Work request. Because the listing below is to be kept intact, restate all of it word for word.

Entries shown.
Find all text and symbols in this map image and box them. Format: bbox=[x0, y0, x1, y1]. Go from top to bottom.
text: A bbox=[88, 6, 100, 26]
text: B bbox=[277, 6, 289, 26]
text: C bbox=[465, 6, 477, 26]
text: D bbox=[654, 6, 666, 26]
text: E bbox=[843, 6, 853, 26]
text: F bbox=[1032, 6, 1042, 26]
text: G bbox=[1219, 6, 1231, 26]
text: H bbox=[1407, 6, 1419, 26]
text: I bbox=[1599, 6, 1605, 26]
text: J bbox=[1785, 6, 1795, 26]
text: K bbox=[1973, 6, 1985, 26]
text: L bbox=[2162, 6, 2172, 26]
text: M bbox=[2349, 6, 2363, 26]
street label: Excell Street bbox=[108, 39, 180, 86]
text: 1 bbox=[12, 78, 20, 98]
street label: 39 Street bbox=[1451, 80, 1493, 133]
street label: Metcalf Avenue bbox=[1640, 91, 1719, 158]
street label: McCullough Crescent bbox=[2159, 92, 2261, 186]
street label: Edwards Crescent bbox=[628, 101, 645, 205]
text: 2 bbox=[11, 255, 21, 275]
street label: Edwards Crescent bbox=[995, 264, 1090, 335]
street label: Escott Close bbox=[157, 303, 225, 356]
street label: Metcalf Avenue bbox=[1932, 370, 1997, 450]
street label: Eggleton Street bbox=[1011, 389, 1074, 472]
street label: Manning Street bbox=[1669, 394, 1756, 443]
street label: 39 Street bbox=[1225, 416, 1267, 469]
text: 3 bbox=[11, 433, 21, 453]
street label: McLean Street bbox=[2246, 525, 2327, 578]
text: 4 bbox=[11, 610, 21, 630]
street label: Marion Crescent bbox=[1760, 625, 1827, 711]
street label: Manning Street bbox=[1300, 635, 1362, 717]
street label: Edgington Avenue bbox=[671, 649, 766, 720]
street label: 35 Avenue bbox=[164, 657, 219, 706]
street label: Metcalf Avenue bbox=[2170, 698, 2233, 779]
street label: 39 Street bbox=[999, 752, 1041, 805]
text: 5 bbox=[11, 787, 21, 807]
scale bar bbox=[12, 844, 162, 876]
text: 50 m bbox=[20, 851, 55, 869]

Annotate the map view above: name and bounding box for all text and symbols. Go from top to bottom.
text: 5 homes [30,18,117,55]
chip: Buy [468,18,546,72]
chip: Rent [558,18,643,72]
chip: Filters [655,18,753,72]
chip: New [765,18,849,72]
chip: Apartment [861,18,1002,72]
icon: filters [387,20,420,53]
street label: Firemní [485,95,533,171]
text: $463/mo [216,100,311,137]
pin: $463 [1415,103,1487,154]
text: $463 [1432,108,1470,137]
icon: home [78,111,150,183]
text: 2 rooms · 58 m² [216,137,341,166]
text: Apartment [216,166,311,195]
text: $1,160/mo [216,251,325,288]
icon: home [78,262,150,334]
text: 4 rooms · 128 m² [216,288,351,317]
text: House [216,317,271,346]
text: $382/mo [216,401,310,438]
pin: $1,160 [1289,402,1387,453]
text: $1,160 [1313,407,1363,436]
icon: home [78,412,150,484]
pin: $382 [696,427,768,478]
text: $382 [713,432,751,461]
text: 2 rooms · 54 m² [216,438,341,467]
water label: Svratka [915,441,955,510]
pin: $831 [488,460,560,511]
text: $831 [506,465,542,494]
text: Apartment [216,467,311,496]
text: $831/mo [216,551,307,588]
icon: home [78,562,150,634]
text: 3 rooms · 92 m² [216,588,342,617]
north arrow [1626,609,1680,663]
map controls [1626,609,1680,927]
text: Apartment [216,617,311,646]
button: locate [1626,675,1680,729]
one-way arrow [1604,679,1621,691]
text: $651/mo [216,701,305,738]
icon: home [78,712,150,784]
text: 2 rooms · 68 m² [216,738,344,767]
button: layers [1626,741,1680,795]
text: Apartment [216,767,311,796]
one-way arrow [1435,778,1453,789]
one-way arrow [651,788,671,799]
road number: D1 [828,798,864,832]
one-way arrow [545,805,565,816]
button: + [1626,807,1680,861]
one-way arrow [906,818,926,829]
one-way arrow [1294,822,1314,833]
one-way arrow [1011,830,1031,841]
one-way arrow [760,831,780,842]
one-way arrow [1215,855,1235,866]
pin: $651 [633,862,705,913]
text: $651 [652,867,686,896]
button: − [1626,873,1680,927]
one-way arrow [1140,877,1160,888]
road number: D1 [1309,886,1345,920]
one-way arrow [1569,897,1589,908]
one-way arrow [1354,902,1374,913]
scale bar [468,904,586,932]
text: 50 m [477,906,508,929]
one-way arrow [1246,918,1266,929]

Written response.
Find all text and symbols in this map image and box them. Format: bbox=[x0, y0, x1, y1]. Go from top to bottom.
text: A bbox=[88, 6, 100, 26]
text: B bbox=[277, 6, 289, 26]
text: C bbox=[465, 6, 477, 26]
text: D bbox=[654, 6, 666, 26]
text: E bbox=[843, 6, 853, 26]
text: F bbox=[1032, 6, 1042, 26]
text: G bbox=[1219, 6, 1231, 26]
text: H bbox=[1407, 6, 1419, 26]
text: I bbox=[1599, 6, 1605, 26]
text: J bbox=[1785, 6, 1795, 26]
text: K bbox=[1973, 6, 1985, 26]
text: L bbox=[2162, 6, 2172, 26]
text: M bbox=[2349, 6, 2363, 26]
street label: Excell Street bbox=[108, 39, 180, 86]
text: 1 bbox=[12, 78, 20, 98]
street label: 39 Street bbox=[1451, 80, 1493, 133]
street label: Metcalf Avenue bbox=[1640, 91, 1719, 158]
street label: McCullough Crescent bbox=[2159, 92, 2261, 186]
street label: Edwards Crescent bbox=[628, 101, 645, 205]
text: 2 bbox=[11, 255, 21, 275]
street label: Edwards Crescent bbox=[995, 264, 1090, 335]
street label: Escott Close bbox=[157, 303, 225, 356]
street label: Metcalf Avenue bbox=[1932, 370, 1997, 450]
street label: Eggleton Street bbox=[1011, 389, 1074, 472]
street label: Manning Street bbox=[1669, 394, 1756, 443]
street label: 39 Street bbox=[1225, 416, 1267, 469]
text: 3 bbox=[11, 433, 21, 453]
street label: McLean Street bbox=[2246, 525, 2327, 578]
text: 4 bbox=[11, 610, 21, 630]
street label: Marion Crescent bbox=[1760, 625, 1827, 711]
street label: Manning Street bbox=[1300, 635, 1362, 717]
street label: Edgington Avenue bbox=[671, 649, 766, 720]
street label: 35 Avenue bbox=[164, 657, 219, 706]
street label: Metcalf Avenue bbox=[2170, 698, 2233, 779]
street label: 39 Street bbox=[999, 752, 1041, 805]
text: 5 bbox=[11, 787, 21, 807]
scale bar bbox=[12, 844, 162, 876]
text: 50 m bbox=[20, 851, 55, 869]

Annotate the map view above: name and bounding box for all text and symbols. Go from top to bottom.
text: 5 homes [30,18,117,55]
chip: Buy [468,18,546,72]
chip: Rent [558,18,643,72]
chip: Filters [655,18,753,72]
chip: New [765,18,849,72]
chip: Apartment [861,18,1002,72]
icon: filters [387,20,420,53]
street label: Firemní [485,95,533,171]
text: $463/mo [216,100,311,137]
pin: $463 [1415,103,1487,154]
text: $463 [1432,108,1470,137]
icon: home [78,111,150,183]
text: 2 rooms · 58 m² [216,137,341,166]
text: Apartment [216,166,311,195]
text: $1,160/mo [216,251,325,288]
icon: home [78,262,150,334]
text: 4 rooms · 128 m² [216,288,351,317]
text: House [216,317,271,346]
text: $382/mo [216,401,310,438]
pin: $1,160 [1289,402,1387,453]
text: $1,160 [1313,407,1363,436]
icon: home [78,412,150,484]
pin: $382 [696,427,768,478]
text: $382 [713,432,751,461]
text: 2 rooms · 54 m² [216,438,341,467]
water label: Svratka [915,441,955,510]
pin: $831 [488,460,560,511]
text: $831 [506,465,542,494]
text: Apartment [216,467,311,496]
text: $831/mo [216,551,307,588]
icon: home [78,562,150,634]
text: 3 rooms · 92 m² [216,588,342,617]
north arrow [1626,609,1680,663]
map controls [1626,609,1680,927]
text: Apartment [216,617,311,646]
button: locate [1626,675,1680,729]
one-way arrow [1604,679,1621,691]
text: $651/mo [216,701,305,738]
icon: home [78,712,150,784]
text: 2 rooms · 68 m² [216,738,344,767]
button: layers [1626,741,1680,795]
text: Apartment [216,767,311,796]
one-way arrow [1435,778,1453,789]
one-way arrow [651,788,671,799]
road number: D1 [828,798,864,832]
one-way arrow [545,805,565,816]
button: + [1626,807,1680,861]
one-way arrow [906,818,926,829]
one-way arrow [1294,822,1314,833]
one-way arrow [1011,830,1031,841]
one-way arrow [760,831,780,842]
one-way arrow [1215,855,1235,866]
pin: $651 [633,862,705,913]
text: $651 [652,867,686,896]
button: − [1626,873,1680,927]
one-way arrow [1140,877,1160,888]
road number: D1 [1309,886,1345,920]
one-way arrow [1569,897,1589,908]
one-way arrow [1354,902,1374,913]
scale bar [468,904,586,932]
text: 50 m [477,906,508,929]
one-way arrow [1246,918,1266,929]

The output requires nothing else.